#### GOAL OF THE EXERCISE
Pick every line from the data that holds the word "like".

DATASET RECORDS below:

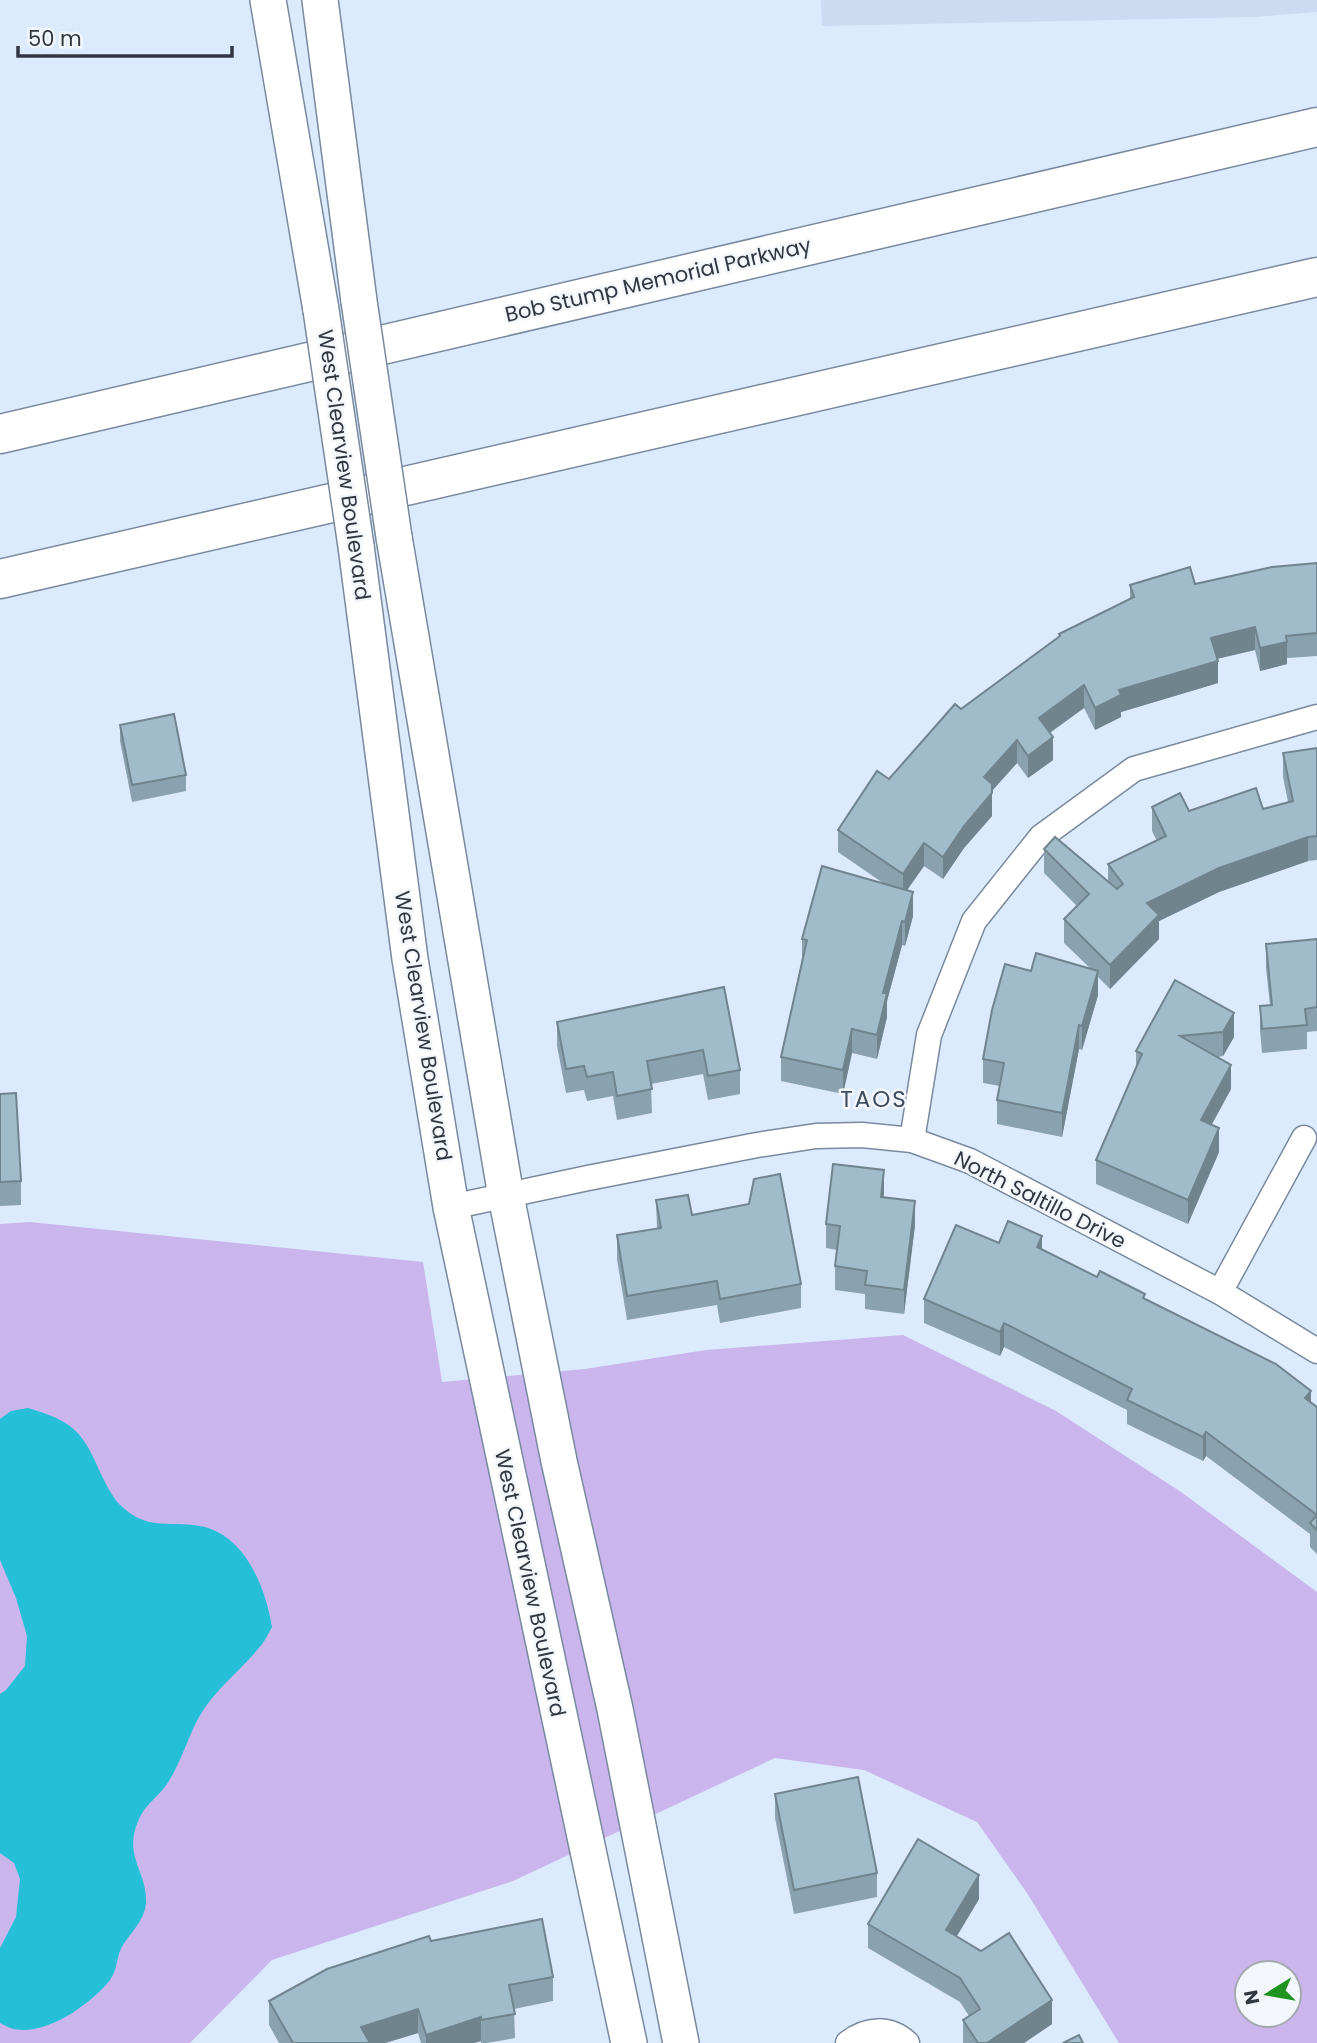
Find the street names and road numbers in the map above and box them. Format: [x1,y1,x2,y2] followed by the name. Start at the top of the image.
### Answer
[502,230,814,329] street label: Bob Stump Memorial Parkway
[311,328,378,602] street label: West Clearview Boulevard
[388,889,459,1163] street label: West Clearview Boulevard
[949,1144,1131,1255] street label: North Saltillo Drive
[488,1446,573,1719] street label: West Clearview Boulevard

End of DATASET RECORDS.
DATASET RECORDS below:

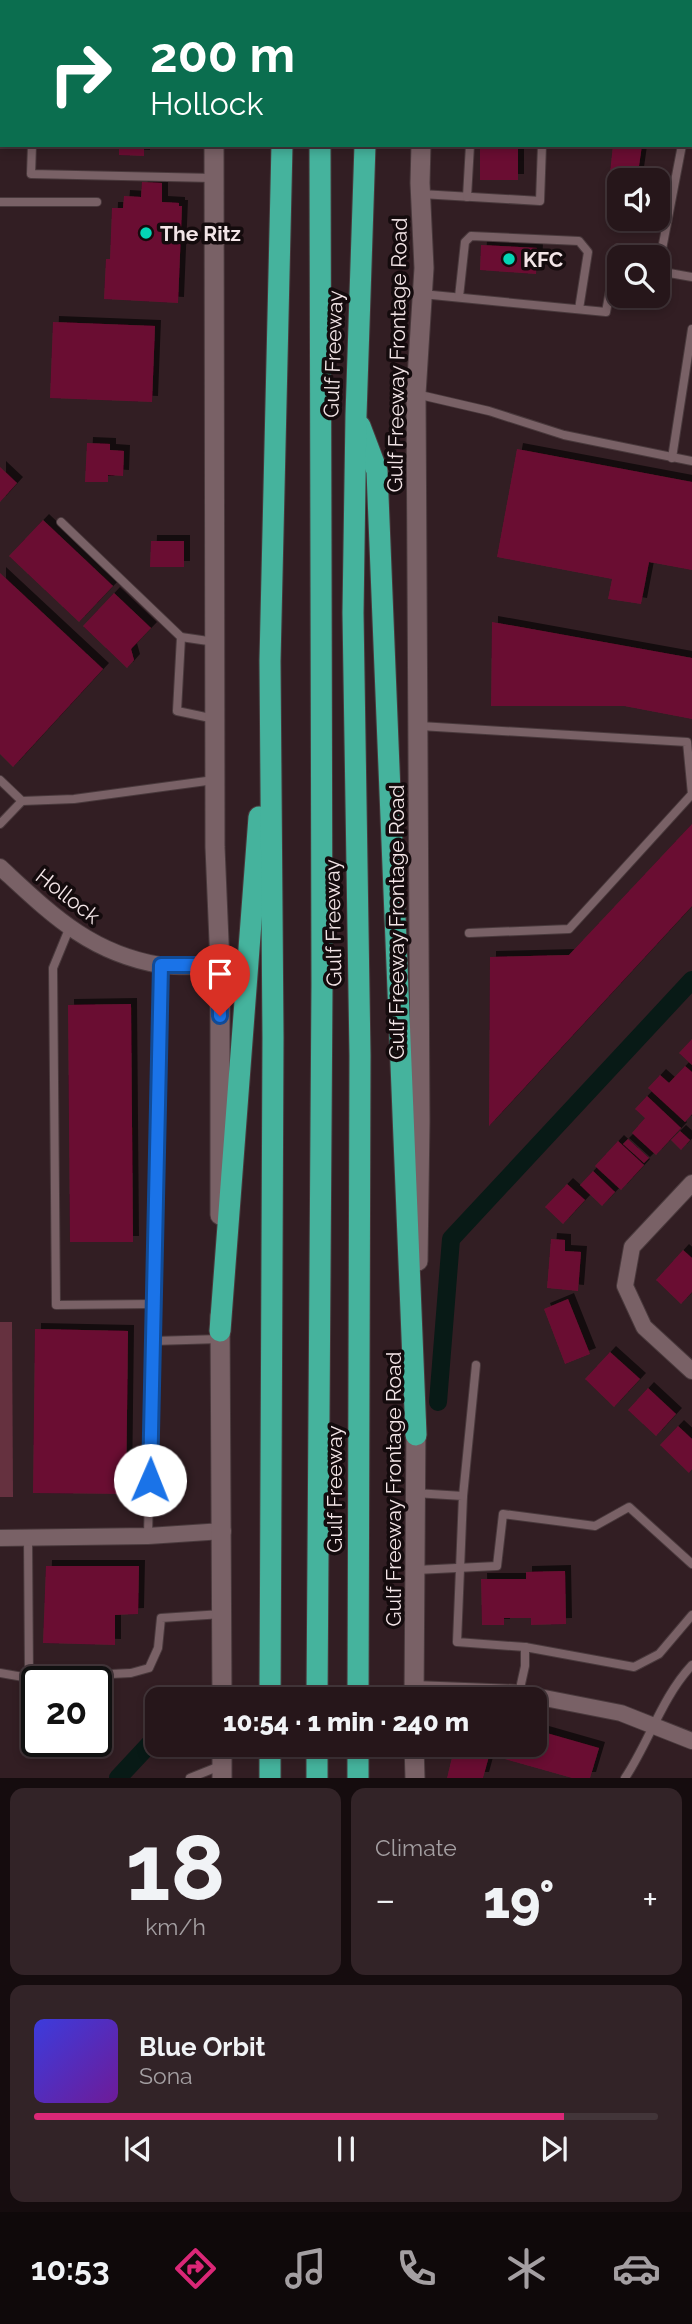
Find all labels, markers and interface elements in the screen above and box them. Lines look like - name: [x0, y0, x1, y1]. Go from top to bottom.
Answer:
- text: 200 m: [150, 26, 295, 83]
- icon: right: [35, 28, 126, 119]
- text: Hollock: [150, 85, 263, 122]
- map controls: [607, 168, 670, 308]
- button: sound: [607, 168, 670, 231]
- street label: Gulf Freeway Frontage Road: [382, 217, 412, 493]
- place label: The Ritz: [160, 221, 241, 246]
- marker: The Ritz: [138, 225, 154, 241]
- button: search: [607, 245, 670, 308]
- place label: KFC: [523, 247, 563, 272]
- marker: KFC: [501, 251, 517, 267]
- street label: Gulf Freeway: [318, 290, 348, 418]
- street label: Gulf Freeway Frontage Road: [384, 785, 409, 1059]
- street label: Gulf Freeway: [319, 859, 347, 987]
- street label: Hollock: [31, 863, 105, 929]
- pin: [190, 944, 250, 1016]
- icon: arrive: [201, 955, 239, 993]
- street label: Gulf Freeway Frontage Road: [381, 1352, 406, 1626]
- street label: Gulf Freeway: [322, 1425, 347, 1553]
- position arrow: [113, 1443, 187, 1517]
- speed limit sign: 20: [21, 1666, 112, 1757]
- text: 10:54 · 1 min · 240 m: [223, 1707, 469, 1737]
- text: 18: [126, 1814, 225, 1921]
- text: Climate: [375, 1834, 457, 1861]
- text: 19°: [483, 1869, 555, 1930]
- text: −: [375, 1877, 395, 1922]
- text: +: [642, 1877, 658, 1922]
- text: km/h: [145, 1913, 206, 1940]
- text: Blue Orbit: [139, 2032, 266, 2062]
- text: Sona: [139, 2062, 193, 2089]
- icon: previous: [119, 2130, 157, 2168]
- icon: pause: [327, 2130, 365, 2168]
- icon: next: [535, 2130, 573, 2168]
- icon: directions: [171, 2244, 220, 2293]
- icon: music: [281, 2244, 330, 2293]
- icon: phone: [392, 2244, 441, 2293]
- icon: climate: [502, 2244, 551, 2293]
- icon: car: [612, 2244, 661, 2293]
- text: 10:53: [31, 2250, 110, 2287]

End of DATASET RECORDS.
DATASET RECORDS below:

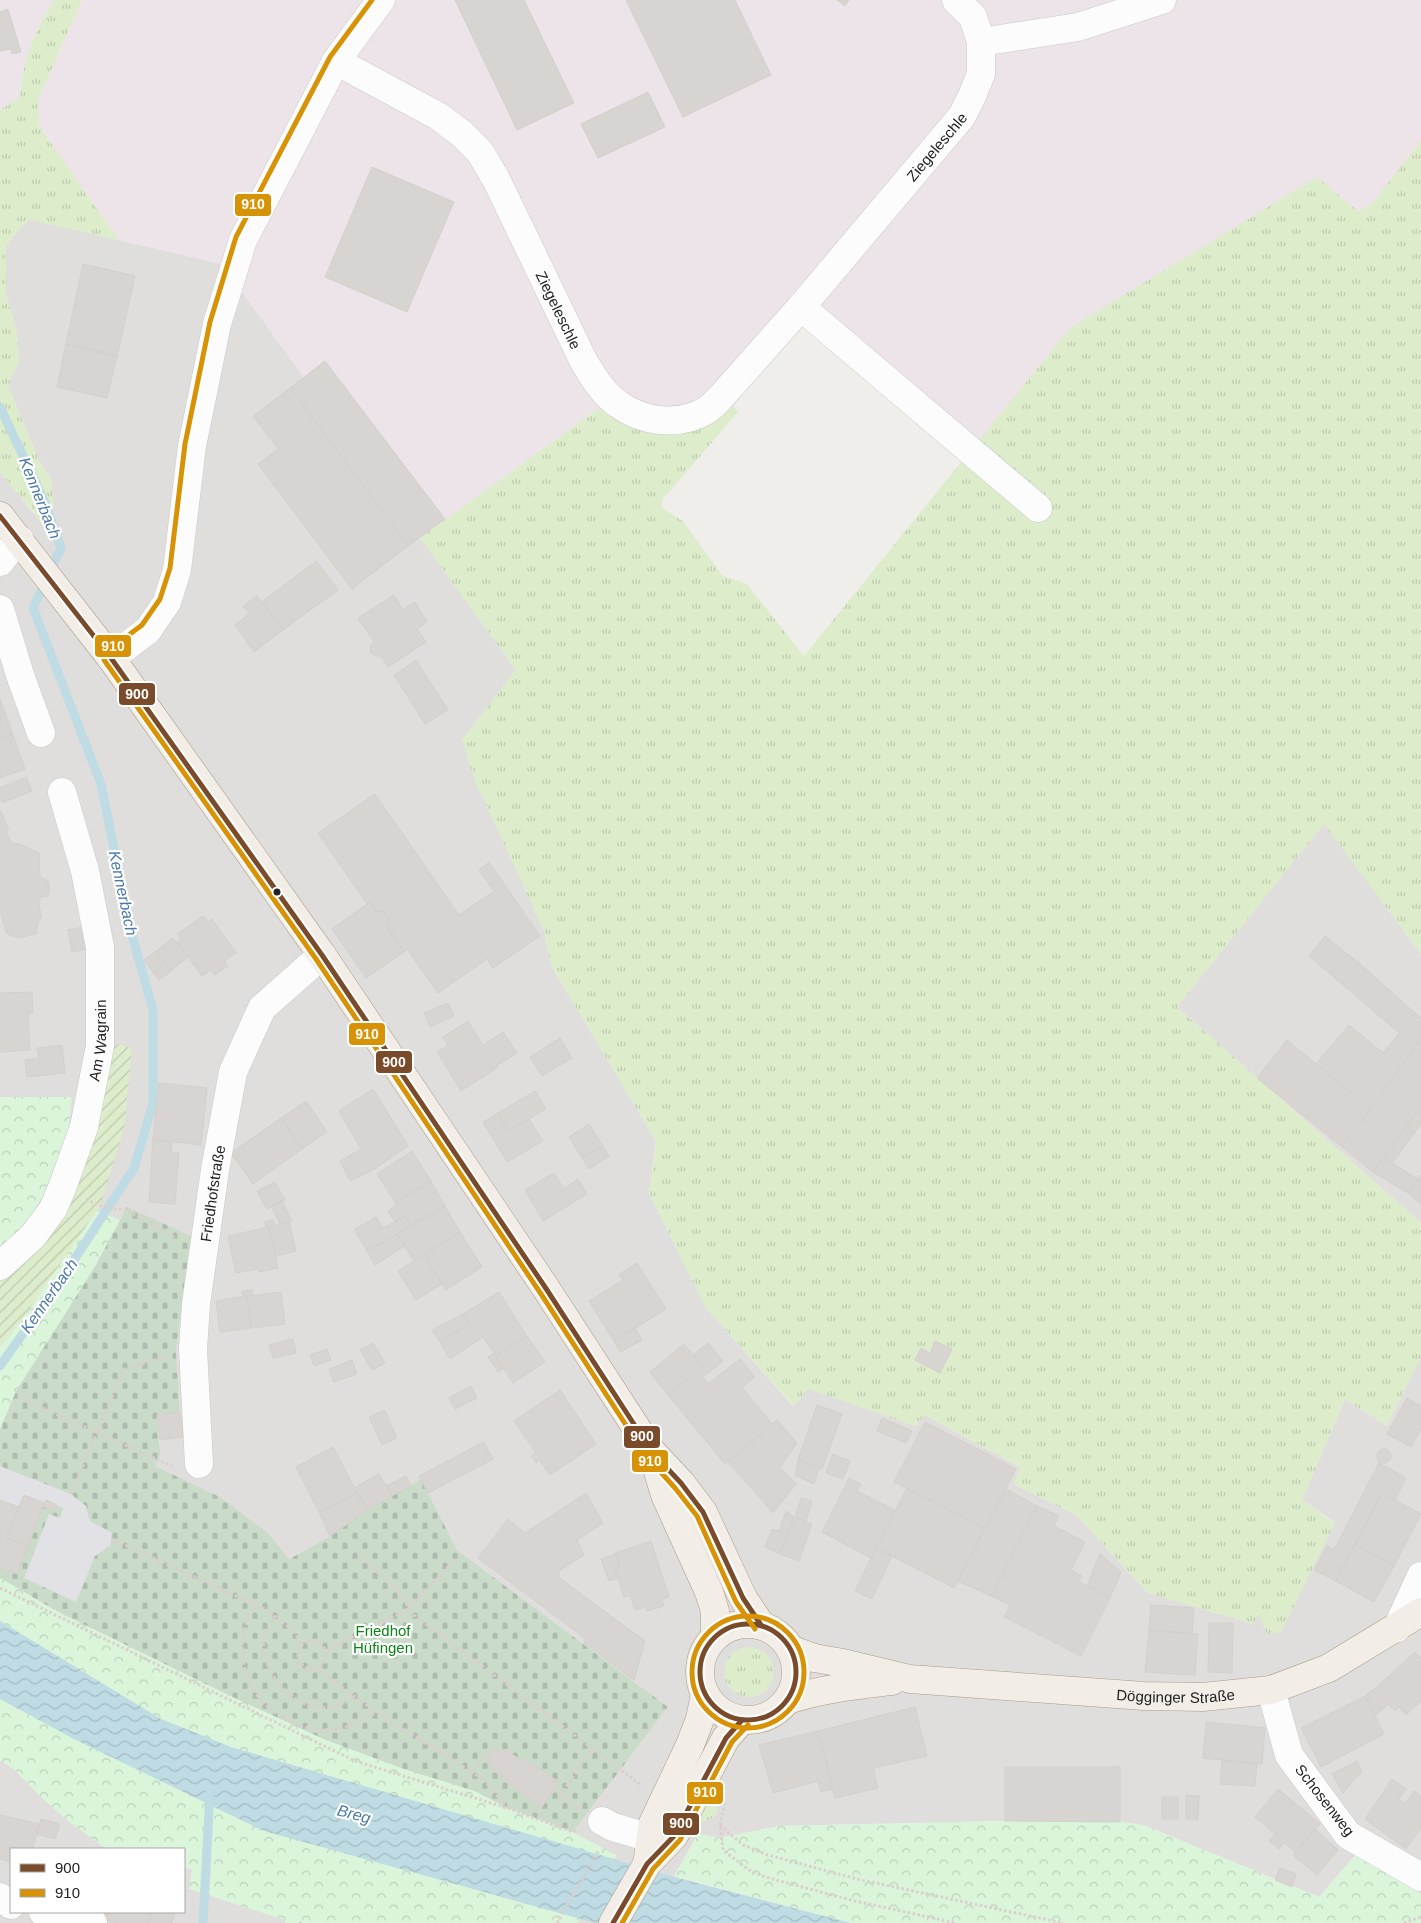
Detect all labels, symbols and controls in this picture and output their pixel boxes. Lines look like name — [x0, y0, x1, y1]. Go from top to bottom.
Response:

End of DATASET RECORDS.

#### RESULT FOR THIS TASK
Find all labels, markers and interface elements in the screen above and box them. Lines look like - name: [x0, y0, x1, y1]. Go from top to bottom.
Detect all labels, symbols and controls in this picture and output their pixel boxes. Lines look like name — [x0, y0, x1, y1]. Go from top to bottom.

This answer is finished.